VBT – Meditation 11.3

Rein In The Senses

We believe we are fully aware of all our five senses, including taste. Our senses receive and transmit stimuli, either external (sight, taste, smell, etc.) or internal (hunger, thirst, sex, equilibrium, muscular and visceral movements). The stimuli send signals to our mind and, impromptu, we act. Through these senses we reach out to the real world around us. For instance, when we see or hear a bumblebee buzz, we shoo it away. Actions are responses to the signals received by our mind, but inertia makes us lazy.
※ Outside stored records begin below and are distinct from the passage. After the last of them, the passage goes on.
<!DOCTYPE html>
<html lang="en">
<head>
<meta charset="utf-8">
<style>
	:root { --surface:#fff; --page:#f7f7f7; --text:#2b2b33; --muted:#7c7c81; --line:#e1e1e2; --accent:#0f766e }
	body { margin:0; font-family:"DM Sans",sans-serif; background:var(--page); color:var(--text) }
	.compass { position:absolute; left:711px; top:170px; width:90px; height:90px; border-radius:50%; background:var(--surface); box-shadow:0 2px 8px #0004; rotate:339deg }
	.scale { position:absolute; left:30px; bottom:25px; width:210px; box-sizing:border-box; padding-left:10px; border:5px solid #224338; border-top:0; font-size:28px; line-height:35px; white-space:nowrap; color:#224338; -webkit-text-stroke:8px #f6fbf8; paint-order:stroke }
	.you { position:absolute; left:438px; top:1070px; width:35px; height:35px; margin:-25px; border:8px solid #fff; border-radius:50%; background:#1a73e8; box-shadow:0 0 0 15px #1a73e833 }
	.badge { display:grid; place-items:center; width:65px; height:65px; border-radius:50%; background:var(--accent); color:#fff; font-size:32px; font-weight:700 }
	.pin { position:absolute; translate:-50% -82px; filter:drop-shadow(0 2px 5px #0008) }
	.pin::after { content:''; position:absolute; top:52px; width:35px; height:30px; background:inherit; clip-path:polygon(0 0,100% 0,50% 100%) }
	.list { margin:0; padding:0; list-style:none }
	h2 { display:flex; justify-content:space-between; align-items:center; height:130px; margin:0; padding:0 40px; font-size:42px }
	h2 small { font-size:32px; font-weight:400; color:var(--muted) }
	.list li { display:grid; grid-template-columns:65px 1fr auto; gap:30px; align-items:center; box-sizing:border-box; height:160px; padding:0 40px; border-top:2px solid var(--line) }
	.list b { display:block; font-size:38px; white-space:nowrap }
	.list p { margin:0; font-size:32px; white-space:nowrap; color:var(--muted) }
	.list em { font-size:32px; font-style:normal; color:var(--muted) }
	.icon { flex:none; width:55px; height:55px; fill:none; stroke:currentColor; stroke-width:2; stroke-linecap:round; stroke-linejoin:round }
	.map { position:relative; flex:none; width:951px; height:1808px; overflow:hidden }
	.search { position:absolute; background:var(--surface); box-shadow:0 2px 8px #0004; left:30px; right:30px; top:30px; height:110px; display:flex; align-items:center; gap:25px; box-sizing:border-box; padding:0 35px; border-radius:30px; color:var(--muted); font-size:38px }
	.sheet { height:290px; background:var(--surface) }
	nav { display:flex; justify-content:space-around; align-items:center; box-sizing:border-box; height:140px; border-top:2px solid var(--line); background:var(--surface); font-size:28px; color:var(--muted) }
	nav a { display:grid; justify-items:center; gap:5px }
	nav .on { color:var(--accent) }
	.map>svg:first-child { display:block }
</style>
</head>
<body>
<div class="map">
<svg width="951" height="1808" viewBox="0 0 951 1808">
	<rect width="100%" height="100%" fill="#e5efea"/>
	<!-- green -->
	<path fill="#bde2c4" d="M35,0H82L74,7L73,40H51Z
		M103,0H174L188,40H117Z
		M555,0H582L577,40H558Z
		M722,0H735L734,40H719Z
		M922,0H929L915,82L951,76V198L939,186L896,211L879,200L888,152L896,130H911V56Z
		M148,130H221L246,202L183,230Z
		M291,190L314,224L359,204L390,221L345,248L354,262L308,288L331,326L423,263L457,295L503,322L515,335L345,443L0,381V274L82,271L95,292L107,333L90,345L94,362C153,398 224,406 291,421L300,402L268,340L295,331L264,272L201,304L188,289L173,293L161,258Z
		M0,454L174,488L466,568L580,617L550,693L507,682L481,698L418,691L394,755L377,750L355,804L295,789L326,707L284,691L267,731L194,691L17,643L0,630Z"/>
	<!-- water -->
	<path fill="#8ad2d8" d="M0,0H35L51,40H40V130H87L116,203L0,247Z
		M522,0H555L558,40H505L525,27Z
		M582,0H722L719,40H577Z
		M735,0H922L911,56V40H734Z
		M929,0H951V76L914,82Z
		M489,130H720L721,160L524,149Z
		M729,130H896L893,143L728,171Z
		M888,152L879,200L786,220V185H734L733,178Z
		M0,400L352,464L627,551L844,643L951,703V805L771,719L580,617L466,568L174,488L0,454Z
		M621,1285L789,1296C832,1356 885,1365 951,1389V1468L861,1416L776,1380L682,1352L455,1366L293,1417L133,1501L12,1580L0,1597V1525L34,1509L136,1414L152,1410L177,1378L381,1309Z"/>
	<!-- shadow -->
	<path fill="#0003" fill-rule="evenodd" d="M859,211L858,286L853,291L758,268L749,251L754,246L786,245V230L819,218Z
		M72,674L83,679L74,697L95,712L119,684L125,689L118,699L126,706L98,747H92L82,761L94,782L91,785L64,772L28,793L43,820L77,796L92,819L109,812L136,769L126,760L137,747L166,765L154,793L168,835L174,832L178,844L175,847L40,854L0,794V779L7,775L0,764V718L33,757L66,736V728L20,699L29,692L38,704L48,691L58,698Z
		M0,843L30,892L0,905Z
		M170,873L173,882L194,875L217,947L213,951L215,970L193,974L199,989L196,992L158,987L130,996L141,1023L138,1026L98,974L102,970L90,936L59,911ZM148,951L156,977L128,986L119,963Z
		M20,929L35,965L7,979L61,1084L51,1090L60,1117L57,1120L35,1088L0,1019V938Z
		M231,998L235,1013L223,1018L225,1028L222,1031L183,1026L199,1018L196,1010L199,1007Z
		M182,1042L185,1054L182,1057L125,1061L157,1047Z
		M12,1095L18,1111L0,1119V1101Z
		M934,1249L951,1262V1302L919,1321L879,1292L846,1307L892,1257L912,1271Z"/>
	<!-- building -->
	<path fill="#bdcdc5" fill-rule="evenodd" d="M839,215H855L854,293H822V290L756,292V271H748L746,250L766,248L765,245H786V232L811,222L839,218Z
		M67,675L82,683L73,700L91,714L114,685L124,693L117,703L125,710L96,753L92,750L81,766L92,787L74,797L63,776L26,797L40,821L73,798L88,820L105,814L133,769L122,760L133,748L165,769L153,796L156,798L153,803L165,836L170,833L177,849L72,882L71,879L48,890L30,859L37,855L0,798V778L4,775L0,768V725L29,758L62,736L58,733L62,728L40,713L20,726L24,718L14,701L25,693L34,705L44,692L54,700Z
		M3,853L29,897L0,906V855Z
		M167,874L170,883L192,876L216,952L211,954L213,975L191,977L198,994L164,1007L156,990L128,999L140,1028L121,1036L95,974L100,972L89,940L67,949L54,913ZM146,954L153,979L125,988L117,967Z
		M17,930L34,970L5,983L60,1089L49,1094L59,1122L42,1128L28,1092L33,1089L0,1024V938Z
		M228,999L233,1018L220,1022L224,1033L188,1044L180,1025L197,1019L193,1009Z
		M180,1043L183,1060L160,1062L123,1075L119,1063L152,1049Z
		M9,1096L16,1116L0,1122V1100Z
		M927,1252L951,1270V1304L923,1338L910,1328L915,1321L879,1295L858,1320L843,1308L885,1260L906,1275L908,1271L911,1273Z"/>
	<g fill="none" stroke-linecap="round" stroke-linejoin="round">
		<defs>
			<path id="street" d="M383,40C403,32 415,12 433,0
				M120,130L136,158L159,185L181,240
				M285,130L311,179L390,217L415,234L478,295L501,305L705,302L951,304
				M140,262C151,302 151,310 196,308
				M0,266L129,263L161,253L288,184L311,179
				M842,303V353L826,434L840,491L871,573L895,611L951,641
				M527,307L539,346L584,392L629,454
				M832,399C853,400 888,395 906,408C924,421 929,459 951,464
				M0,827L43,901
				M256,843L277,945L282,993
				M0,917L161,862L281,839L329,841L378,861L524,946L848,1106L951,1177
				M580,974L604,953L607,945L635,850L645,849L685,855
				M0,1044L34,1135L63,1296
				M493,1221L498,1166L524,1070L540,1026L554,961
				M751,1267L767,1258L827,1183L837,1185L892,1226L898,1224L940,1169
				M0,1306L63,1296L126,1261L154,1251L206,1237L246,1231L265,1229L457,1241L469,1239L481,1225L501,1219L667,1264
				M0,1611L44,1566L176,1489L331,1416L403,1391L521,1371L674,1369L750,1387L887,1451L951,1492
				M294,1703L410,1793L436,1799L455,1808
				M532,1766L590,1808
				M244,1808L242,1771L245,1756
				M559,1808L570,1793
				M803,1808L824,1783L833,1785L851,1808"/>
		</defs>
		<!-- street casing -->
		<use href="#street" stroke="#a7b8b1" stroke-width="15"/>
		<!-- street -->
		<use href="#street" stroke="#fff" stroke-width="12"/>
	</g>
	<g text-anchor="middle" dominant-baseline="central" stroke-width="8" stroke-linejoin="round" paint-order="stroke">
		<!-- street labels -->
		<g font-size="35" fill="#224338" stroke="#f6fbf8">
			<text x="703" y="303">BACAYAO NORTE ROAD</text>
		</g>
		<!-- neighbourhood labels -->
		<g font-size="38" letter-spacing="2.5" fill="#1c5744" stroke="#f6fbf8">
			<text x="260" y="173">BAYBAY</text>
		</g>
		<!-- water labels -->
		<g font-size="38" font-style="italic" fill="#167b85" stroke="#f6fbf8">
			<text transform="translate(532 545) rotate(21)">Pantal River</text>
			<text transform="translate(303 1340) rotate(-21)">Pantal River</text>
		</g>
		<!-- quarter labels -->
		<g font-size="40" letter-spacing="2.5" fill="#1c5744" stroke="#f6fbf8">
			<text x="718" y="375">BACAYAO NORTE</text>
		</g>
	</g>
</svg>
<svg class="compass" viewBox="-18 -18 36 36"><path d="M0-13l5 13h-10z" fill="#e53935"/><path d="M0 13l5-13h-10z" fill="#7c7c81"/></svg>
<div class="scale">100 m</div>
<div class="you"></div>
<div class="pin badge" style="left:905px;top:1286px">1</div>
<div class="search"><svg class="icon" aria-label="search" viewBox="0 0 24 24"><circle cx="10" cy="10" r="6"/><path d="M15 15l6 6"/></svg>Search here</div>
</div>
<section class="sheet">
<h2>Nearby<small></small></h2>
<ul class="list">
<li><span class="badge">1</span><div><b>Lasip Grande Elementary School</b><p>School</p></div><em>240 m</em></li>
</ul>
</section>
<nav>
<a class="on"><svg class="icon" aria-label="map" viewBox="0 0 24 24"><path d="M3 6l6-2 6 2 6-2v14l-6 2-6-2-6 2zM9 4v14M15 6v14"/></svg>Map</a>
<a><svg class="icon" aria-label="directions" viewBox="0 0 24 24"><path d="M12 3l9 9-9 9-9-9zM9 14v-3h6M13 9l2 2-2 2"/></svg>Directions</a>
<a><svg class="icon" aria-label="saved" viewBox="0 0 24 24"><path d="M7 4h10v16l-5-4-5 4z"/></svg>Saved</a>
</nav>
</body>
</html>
Mystics say our mind has a tendency to rule us. It forever pulls us away from our heart. This split between our mind and heart disintegrates us. Added to this, the senses constantly pour unnecessary information from the outer world into our mind, which therefore, is in a perpetual flux with a stream of thoughts-either related or scattered. This causes a lack of wholeness.

Unlike us, the mystics live in a state of inner silence and heightened consciousness. The outer chaos does not effect them. They regard the senses as the doors to experience our true nature. Osho says that the mystics look but do not identify with what they see, hear but do not cling to what is heard, eat but do not hanker for taste. Not ruled by the body or mind, they are beyond pain and pleasure.

Moreover, if the senses were insignificant we would have had fewer senses. It is, therefore, important to be; consciousness of all our senses. Become aware of one of your senses because “all your senses are merged into one sensitivity. There is no gap. You see, hear, touch, smell and taste simultaneously,” says Osho.

However, we all choose. Some are eye-oriented: they only see. They may enjoy a dance, but cannot sit through a music recital, while others are adept to listening to musicians for hours. Food, tea and wine tasters, for instance, are sharply sensitive to taste. Sometimes a handshake with a friend is devoid of life, and again, a handshake with a stranger is close to a dialogue.

In the case of a fully conscious person, Zen refers to the five senses as “five flavours”. In an unconscious state, our senses are apart from us and are the constructs of suffering and mortality. For example, when we pass a restaurant, the aroma arouses a false sense of hunger even though we are not hungry. We allow our senses to deceive us to eat although we need not. This leads to overeating and indigestion. Interestingly, when we are pensive, our preoccupied senses do not bring any information to us.

Yet mystics warn us not to destroy our senses. “A conscious man stays in the middle: neither too much nor too little. He always gives to the body what is needed, to the mind what is needed,” says Osho.

Some mystics state we have six senses. Bodhidharma, the Zen mystic, said that in an awakened state our “six senses and five shades are the constructs of Nirvana and immortality.” Naank said that there is only one master of the five senses, and that is awareness. All our senses are like rivers that pour their waters into dhyan.